## Exercise instructions
Each time a line of the listing holds "compass", copy that line.

## Provided material

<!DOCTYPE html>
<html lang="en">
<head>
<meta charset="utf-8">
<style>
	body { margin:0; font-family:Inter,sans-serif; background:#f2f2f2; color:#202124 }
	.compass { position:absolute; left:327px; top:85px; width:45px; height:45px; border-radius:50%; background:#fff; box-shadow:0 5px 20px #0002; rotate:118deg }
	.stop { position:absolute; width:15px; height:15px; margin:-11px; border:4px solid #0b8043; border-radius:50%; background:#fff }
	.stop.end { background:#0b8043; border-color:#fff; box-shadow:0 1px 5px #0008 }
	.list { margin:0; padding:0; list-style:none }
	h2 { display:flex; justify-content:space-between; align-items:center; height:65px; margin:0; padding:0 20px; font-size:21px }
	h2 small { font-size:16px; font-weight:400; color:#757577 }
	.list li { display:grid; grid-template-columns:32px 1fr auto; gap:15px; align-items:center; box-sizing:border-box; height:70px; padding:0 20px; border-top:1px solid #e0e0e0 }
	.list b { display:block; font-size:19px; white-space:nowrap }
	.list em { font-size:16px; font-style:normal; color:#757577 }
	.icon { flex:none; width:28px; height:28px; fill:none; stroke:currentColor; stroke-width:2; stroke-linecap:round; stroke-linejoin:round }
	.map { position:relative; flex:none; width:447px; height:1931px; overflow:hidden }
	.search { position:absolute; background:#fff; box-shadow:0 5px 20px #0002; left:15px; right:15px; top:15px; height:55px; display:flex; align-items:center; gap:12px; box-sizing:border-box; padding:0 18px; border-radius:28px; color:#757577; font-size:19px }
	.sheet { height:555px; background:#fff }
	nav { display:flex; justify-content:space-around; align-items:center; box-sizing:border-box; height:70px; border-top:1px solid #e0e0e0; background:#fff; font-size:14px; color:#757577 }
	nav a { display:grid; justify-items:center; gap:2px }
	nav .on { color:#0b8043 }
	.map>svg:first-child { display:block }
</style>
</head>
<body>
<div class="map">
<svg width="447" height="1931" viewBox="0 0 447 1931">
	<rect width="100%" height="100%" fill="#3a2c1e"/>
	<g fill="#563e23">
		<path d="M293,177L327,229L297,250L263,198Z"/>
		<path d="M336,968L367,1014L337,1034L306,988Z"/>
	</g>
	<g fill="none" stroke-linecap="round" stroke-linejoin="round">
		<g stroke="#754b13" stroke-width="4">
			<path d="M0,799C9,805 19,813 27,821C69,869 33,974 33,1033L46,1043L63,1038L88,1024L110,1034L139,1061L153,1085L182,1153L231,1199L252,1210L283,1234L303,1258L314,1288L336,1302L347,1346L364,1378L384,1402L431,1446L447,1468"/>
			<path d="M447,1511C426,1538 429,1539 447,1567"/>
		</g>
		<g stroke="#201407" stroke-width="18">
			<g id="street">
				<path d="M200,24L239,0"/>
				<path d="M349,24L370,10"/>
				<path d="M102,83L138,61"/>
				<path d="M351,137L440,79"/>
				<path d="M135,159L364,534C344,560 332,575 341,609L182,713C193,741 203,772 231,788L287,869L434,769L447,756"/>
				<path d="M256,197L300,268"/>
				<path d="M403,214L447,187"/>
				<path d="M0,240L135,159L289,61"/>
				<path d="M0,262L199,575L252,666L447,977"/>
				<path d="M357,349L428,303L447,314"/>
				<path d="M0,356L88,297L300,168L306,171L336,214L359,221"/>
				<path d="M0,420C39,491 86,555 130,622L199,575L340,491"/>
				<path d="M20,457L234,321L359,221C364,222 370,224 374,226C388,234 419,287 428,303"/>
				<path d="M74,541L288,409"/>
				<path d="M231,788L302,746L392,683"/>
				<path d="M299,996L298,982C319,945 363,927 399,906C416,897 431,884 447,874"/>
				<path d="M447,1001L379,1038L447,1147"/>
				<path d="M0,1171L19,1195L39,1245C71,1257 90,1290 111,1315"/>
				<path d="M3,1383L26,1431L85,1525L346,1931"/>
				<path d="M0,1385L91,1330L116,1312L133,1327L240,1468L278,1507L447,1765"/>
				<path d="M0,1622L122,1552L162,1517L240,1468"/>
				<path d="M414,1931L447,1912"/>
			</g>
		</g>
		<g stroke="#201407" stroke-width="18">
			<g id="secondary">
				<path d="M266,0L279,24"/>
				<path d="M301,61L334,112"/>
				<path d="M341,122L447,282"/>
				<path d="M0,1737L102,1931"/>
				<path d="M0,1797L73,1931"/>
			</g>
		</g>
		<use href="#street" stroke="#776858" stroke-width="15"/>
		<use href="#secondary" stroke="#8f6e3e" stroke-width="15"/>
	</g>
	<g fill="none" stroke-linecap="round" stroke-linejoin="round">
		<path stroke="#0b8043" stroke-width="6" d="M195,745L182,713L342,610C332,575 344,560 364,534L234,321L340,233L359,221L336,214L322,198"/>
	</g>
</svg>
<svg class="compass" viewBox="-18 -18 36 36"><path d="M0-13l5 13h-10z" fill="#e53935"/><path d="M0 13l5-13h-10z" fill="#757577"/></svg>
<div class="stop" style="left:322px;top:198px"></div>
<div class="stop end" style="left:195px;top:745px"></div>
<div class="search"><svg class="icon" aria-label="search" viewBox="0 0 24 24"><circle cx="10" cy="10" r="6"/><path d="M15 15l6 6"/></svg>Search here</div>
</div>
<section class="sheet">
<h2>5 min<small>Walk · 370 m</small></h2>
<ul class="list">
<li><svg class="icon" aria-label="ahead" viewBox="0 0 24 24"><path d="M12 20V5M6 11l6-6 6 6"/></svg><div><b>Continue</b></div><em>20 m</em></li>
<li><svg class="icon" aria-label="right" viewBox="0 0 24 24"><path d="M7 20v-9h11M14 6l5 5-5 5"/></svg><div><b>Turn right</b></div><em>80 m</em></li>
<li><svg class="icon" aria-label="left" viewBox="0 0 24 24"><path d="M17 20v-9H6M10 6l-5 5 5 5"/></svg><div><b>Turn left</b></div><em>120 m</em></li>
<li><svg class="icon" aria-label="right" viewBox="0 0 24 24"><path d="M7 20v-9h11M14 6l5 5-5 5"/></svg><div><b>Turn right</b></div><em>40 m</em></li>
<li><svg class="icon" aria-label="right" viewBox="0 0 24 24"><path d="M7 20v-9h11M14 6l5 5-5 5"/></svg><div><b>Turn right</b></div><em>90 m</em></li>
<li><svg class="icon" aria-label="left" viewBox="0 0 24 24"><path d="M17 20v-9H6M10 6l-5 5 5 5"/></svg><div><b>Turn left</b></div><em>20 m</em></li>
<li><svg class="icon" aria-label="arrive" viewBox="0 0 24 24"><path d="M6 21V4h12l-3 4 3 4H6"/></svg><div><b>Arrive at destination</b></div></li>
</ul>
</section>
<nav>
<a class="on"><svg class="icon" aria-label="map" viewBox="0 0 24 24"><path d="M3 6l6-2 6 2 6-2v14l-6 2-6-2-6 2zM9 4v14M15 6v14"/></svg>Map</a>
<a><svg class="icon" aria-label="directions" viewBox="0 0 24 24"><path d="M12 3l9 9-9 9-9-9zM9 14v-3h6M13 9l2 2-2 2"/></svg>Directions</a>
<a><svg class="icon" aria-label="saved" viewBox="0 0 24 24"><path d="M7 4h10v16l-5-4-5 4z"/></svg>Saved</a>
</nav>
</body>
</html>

## Reply to the exercise
	.compass { position:absolute; left:327px; top:85px; width:45px; height:45px; border-radius:50%; background:#fff; box-shadow:0 5px 20px #0002; rotate:118deg }
<svg class="compass" viewBox="-18 -18 36 36"><path d="M0-13l5 13h-10z" fill="#e53935"/><path d="M0 13l5-13h-10z" fill="#757577"/></svg>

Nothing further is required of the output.